Le 28 décembre 2021, à l’aéroport de Hahaya, trois hommes (deux Malgaches et un Comorien) ont été arrêtés. Ils cherchaient à faire passer de l’or en provenance de Madagascar avec la complicité présumée du Directeur général des aéroports des Comores, Yasser Assoumani, ainsi que des agents de l’aéroport et un agent de la douane de Ndzuani. Si les actes qui ont mené à leur placement sous mandat de dépôt relèvent d’actes pénalement répréhensibles, il s’y ajoute des faits de corruption d’agent de l’État. Selon les enquêtes préliminaires conduites par les autorités, ces agents ont déjà facilité le passage d’or venu de Madagascar pour Dubaï. La corruption aux Comores touche les différents chefs des services publics, agents de l’administration publique et les particuliers. L’espace public se confond avec l’espace privé, ce qui favorise un patronage de la part des autorités publiques. Soit elles sont des intermédiaires, comme quand le ministre Houmed Msaidié, dans une conférence de presse, lançait à Oubeid Mchangama, lanceur d’alerte sur les réseaux sociaux, que c’est grâce à lui qu’on le libérait à chaque fois qu’il était arrêté, souvent abusivement, soit leur pouvoir repose directement sur le clientélisme (recrutement arbitraire, récompense des militants du parti au pouvoir par la participation à des ateliers financés par des bailleurs).
Azali et le choix du patronage
Dans un discours tenu à Ajao après sa contestée réélection à la présidence, Azali a reconnu « avoir volé les élections ». Dans les manœuvres qu’il assume publiquement, des hommes et des femmes ont été complices. Sauf que cela devient une norme dans la gestion du pays pour Azali Assoumani : tenir par les chaînes du clientélisme les « commis » de l’État. Ce lien personnel sur lequel il s’appuie oblige toute personne qui aspire à bénéficier des opportunités de l’appareil étatique, censé être dépendant des critères de compétences et de probité, à faire allégeance à sa politique, sinon à rester neutre. Or, l’État n’est pas censé se résumer à la personne du chef de l’État, mais plutôt s’appuyer sur un ensemble de lois guidées par le principe de l’impersonnalité.
Dans une autre mesure, la corruption dont il se reconnaît coupable non seulement elle sape des institutions charnières de la démocratie telles que la présidence de la République, la Cour Suprême, les organes indépendants chargés de élections, mais elle l’amène aussi à faire reposer sa gouvernance sur la peur, en ce sens qu’il n’a pas reçu l’adhésion indispensable de la population qui forme la légitimité. Dès lors, le clientélisme, qui est d’abord une pratique « corruptogène », domine son gouvernement. Raison pour laquelle les Comores sont un pays de forte corruption, parce que l’État corrompt.

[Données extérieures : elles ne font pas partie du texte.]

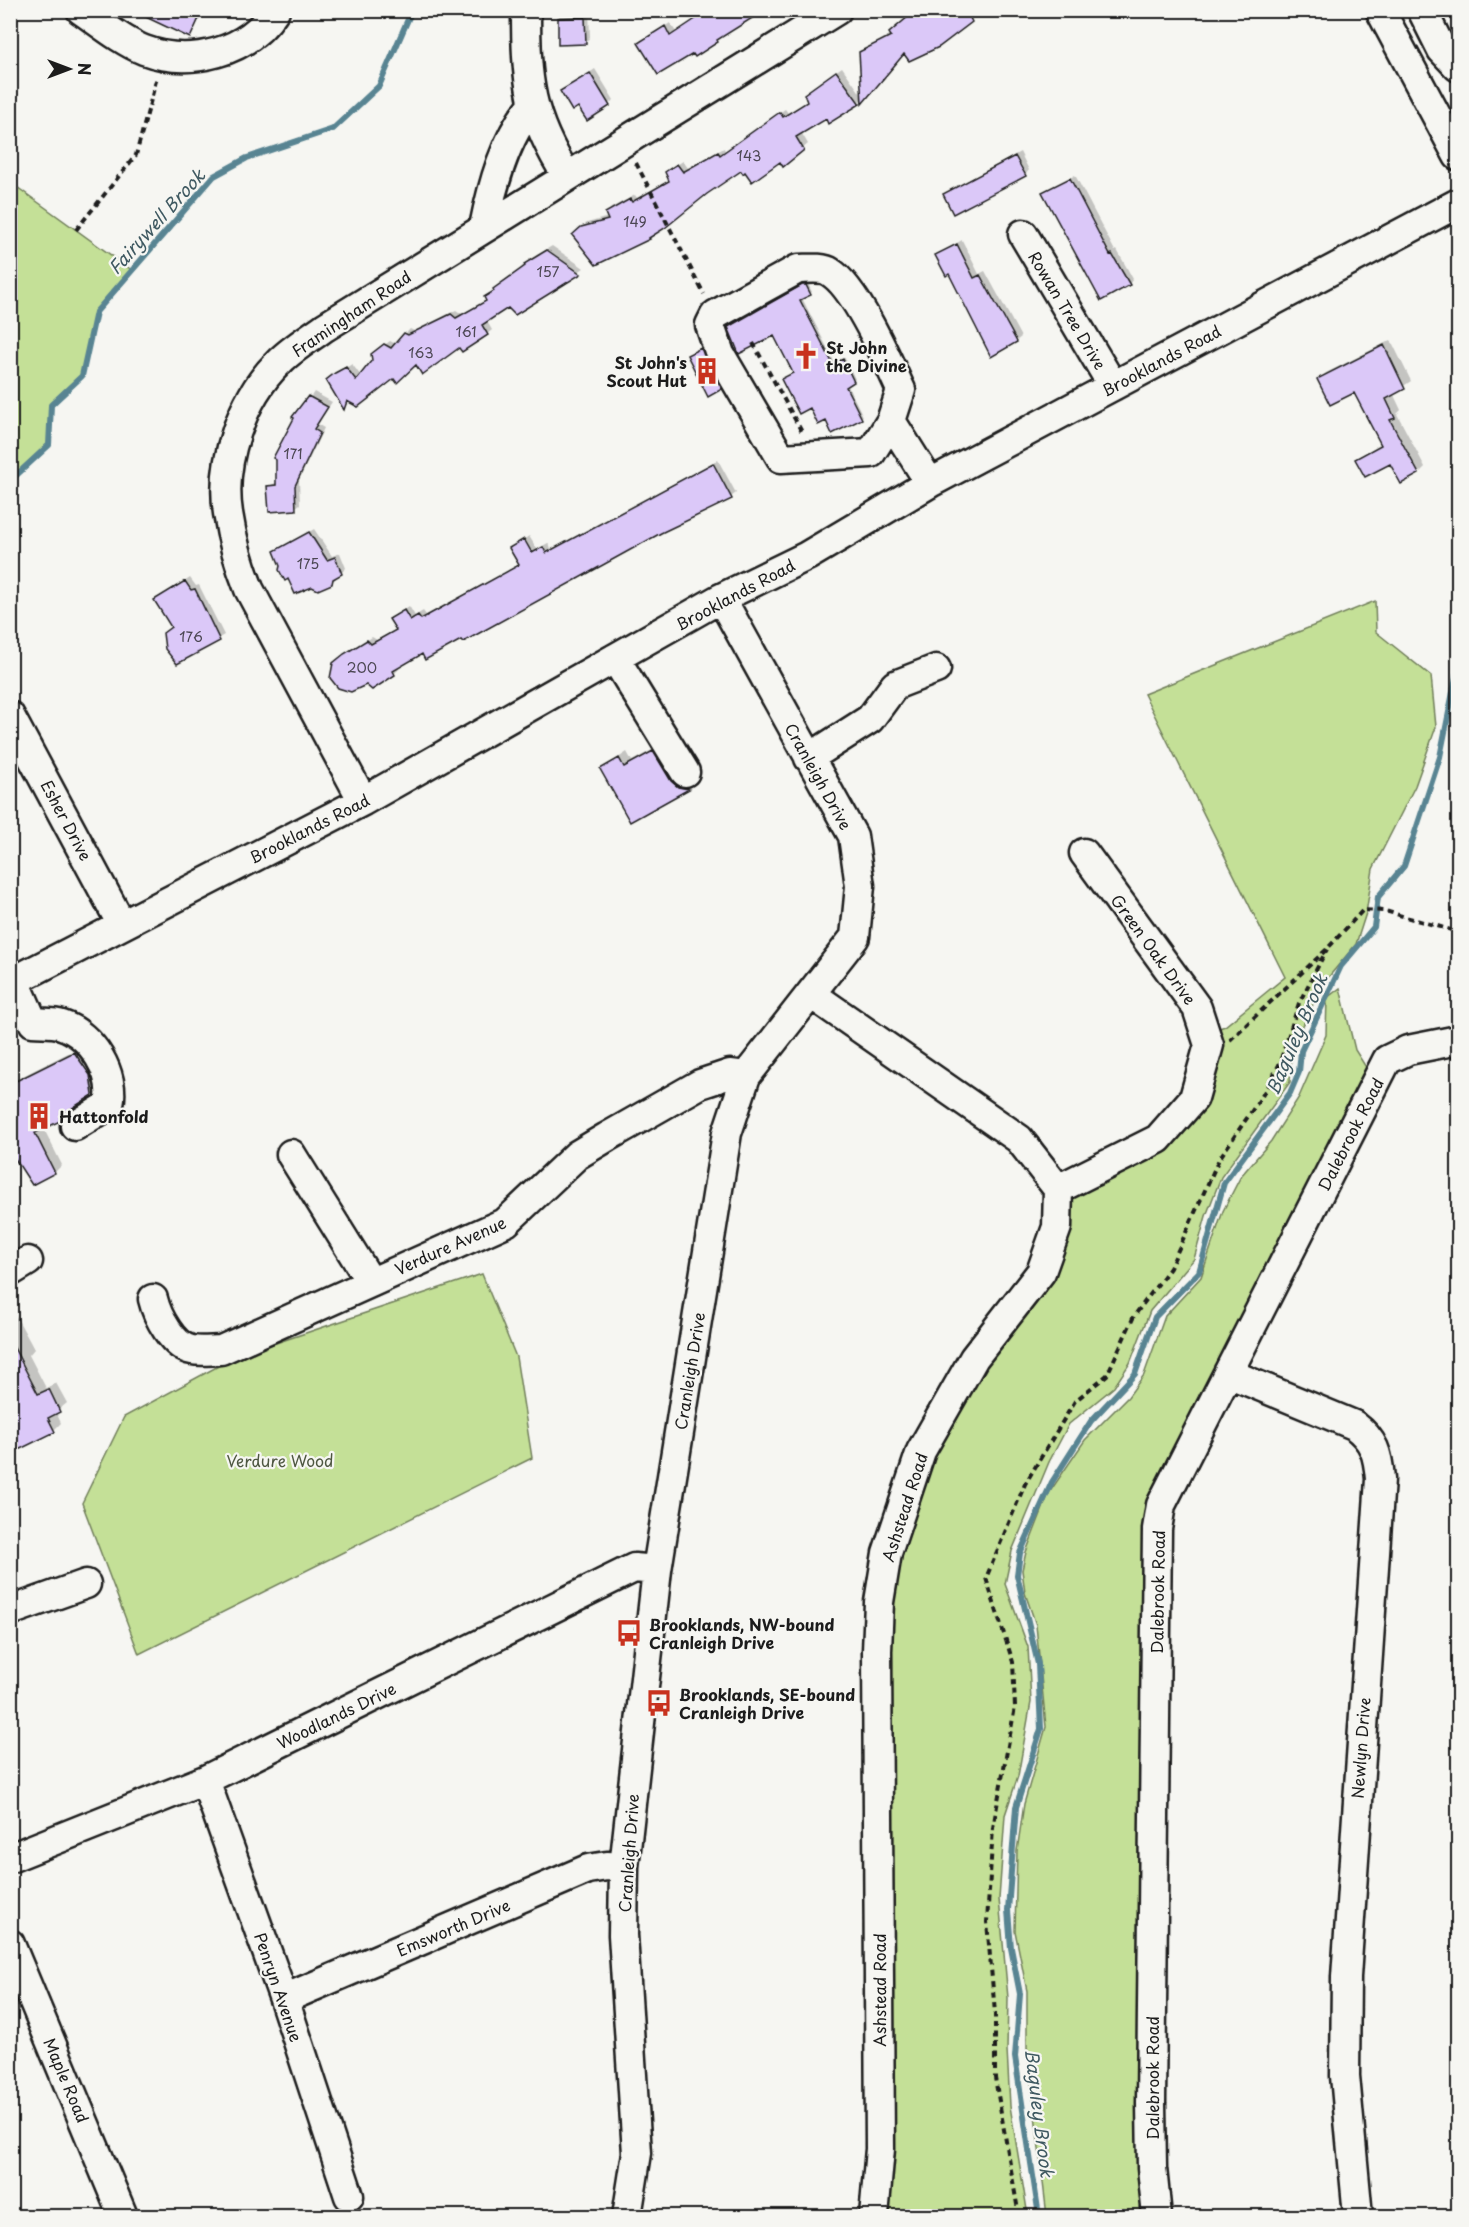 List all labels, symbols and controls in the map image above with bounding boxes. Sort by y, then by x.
north arrow [39,39,99,99]
text: N [73,63,97,75]
house number: 143 [737,145,761,166]
water label: Fairywell Brook [101,161,211,280]
house number: 149 [623,211,647,232]
street label: Rowan Tree Drive [1023,246,1113,374]
house number: 157 [537,261,560,282]
street label: Framingham Road [286,264,416,362]
street label: Brooklands Road [1097,318,1225,402]
house number: 161 [456,321,476,342]
place label: St John the Divine [826,335,907,377]
church icon: St John the Divine [791,341,821,371]
house number: 163 [408,342,434,363]
place label: St John's Scout Hut [606,350,687,392]
building icon: St John's Scout Hut [692,356,722,386]
house number: 171 [283,443,303,464]
street label: Brooklands Road [671,552,799,636]
house number: 175 [297,553,319,574]
house number: 176 [179,626,203,647]
house number: 200 [347,657,377,678]
street label: Cranleigh Drive [780,718,858,834]
street label: Esher Drive [36,775,98,865]
street label: Brooklands Road [245,787,373,869]
street label: Green Oak Drive [1106,889,1202,1009]
water label: Baguley Brook [1258,969,1334,1099]
street label: Dalebrook Road [1311,1073,1389,1195]
building icon: Hattonfold [24,1101,54,1131]
place label: Hattonfold [59,1104,149,1128]
street label: Verdure Avenue [390,1210,510,1280]
street label: Cranleigh Drive [668,1310,710,1432]
park label: Verdure Wood [226,1448,334,1472]
street label: Ashstead Road [875,1449,933,1565]
street label: Dalebrook Road [1144,1530,1170,1654]
place label: Brooklands, NW-bound Cranleigh Drive [649,1612,834,1654]
bus stop icon: Brooklands, NW-bound Cranleigh Drive [614,1618,644,1648]
street label: Woodlands Drive [272,1676,400,1754]
place label: Brooklands, SE-bound Cranleigh Drive [679,1682,855,1724]
bus stop icon: Brooklands, SE-bound Cranleigh Drive [644,1688,674,1718]
street label: Newlyn Drive [1344,1697,1376,1799]
street label: Cranleigh Drive [612,1793,644,1913]
street label: Emsworth Drive [393,1892,513,1962]
street label: Penryn Avenue [249,1929,309,2045]
street label: Ashstead Road [867,1933,891,2047]
street label: Dalebrook Road [1140,2016,1164,2140]
street label: Maple Road [38,2034,96,2126]
water label: Baguley Brook [1019,2047,1061,2180]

Cette absence de légitimité se caractérise aussi par la recherche de soutiens sans faille, à l’image de la solidarité primaire qui s’apparente à du villagisme et à du népotisme, dont la finalité serait d’entretenir un esprit féodal dans le lien avec son village natal. Les marchés publics et les postes clés ont pour finalité de contribuer à élargir ces soutiens qui constituent des instruments générateurs de liquidité. Le don apparaît comme une stratégie politique à part entière.
Et le présidentialisme n’arrange pas la situation, en ce sens qu’il s’agit d’un régime politique qui donne au président de larges pouvoirs faisant de sa simple volonté le cadre des latitudes politiques. De ses alliés de prime abord qui seront souvent de circonstance et de l’opposition ensuite dont l’exercice de son rôle dépendra des humeurs du président. Sa simple volonté détermine les paramètres de la légalité puisque « gouverner par décret » est l’une de ses options quand il ne souhaite pas faire passer un projet de loi dans une Assemblée nationale acquise et une Cour suprême (organe de contrôle) à sa merci. Les restrictions des libertés fondamentales des opposants deviennent naturelles, on leur prive des droits devant l’État, et cela va de pair avec le fait que la corruption gagne du terrain.

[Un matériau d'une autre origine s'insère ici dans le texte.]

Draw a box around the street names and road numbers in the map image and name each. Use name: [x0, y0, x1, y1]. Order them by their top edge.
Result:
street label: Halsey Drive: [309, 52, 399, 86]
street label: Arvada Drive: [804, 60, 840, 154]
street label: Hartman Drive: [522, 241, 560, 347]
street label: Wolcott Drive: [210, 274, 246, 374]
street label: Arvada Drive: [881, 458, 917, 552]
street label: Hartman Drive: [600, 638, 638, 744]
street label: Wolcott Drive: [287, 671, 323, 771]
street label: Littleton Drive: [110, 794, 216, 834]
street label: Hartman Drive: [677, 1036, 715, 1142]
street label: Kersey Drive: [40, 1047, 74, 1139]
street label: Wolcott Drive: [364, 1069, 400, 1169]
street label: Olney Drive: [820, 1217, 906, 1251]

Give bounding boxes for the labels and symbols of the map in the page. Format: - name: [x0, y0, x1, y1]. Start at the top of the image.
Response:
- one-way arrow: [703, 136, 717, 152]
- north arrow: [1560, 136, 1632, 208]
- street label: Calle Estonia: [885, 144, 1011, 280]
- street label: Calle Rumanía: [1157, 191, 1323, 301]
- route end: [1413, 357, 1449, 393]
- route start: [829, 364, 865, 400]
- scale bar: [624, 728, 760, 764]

La démocratie joue un rôle essentiel dans la lutte contre la corruption. Elle donne la possibilité aux différents acteurs (justice, société civile, ONG, média) de poser leur loupe sur la gestion des biens publics, ainsi de mettre une pression supplémentaire sur les autorités publiques comme sur ses agents. Son absence favorise logiquement la cacophonie entre les normes officielles et les normes pratiques (motivées par un esprit de sécurité et de survie) étant donné que l’exemplarité découle de la tête de l’État, en l’occurrence Azali lui-même.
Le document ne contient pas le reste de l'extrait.